Directions
Every line below that has the string "Calle" needs to be copied.

Stored items from a collection
━━━━━━
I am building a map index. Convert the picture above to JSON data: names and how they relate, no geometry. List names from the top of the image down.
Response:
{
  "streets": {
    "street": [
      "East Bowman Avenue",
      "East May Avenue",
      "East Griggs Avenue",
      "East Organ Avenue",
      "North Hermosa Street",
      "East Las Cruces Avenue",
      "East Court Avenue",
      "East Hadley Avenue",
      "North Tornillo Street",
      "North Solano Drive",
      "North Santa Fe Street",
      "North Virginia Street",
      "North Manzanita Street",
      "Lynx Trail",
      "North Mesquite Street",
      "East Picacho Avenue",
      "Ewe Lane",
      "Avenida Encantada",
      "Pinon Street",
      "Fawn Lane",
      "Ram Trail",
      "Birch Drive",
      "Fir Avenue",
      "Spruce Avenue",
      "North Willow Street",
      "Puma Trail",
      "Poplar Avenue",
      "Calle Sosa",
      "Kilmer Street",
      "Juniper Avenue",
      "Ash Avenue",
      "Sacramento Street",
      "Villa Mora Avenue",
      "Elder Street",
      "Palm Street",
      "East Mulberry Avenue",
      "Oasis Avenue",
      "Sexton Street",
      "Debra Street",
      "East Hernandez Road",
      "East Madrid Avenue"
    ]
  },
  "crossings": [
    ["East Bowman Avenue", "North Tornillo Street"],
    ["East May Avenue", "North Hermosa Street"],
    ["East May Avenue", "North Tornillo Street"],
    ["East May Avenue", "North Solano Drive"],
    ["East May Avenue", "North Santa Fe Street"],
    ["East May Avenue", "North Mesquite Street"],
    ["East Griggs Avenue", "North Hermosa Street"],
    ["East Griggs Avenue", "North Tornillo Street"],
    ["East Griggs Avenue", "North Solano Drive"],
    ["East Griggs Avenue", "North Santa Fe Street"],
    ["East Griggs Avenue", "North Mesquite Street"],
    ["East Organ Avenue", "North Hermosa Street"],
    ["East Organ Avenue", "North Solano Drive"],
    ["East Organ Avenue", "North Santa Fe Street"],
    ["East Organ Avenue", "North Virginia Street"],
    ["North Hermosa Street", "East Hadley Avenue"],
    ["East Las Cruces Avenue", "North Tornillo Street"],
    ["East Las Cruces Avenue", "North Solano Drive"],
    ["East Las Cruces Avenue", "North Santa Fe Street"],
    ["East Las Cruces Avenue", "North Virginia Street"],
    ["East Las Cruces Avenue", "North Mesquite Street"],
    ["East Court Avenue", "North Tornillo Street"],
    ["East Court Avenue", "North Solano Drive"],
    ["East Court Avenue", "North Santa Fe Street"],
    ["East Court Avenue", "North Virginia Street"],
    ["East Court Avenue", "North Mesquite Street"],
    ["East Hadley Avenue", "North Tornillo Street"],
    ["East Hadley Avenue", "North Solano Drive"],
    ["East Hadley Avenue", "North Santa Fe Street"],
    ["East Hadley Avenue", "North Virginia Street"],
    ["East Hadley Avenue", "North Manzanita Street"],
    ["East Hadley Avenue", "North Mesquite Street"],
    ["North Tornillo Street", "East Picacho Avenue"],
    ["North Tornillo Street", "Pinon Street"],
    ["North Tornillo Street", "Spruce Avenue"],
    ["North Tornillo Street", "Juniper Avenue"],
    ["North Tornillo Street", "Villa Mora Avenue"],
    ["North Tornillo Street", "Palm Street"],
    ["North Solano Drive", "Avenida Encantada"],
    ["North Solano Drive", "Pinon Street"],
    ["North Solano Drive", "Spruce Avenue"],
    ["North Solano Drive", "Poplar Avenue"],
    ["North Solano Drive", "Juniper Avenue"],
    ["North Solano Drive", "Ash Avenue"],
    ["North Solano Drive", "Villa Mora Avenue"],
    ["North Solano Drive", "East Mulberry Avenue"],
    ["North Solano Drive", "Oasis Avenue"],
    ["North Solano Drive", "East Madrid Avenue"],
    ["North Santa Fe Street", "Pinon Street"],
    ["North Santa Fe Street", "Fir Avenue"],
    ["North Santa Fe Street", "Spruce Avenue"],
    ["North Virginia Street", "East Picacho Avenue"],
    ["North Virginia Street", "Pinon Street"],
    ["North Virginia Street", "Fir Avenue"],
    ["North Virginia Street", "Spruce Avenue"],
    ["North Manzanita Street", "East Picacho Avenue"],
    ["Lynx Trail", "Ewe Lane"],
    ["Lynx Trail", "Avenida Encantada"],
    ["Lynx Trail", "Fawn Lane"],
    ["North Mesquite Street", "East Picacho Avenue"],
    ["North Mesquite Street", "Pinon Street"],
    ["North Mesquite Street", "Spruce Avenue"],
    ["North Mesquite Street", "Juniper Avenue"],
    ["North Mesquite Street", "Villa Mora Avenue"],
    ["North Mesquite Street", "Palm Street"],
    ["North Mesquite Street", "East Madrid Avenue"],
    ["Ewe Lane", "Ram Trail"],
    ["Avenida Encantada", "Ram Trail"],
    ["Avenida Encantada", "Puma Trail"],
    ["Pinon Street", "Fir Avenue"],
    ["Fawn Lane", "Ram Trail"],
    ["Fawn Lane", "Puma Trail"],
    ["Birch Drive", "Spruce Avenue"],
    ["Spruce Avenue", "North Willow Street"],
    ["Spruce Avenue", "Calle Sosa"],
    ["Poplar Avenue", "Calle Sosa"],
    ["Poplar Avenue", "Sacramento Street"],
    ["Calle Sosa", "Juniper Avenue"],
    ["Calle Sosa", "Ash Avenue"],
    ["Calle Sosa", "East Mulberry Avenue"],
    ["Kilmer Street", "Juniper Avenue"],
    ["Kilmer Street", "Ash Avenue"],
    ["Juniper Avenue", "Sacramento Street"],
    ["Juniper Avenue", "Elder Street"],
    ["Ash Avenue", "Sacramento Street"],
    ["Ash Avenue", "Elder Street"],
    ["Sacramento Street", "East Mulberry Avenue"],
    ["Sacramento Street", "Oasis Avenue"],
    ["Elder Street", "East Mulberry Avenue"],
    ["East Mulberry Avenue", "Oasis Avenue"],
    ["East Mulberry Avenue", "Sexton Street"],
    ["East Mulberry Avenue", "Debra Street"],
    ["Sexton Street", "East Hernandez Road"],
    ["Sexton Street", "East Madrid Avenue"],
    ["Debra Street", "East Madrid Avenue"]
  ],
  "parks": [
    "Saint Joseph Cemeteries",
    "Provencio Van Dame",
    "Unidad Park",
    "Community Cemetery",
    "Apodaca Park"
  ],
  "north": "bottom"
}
━━━━━━
Solution to this task
      "Calle Sosa",
    ["Spruce Avenue", "Calle Sosa"],
    ["Poplar Avenue", "Calle Sosa"],
    ["Calle Sosa", "Juniper Avenue"],
    ["Calle Sosa", "Ash Avenue"],
    ["Calle Sosa", "East Mulberry Avenue"],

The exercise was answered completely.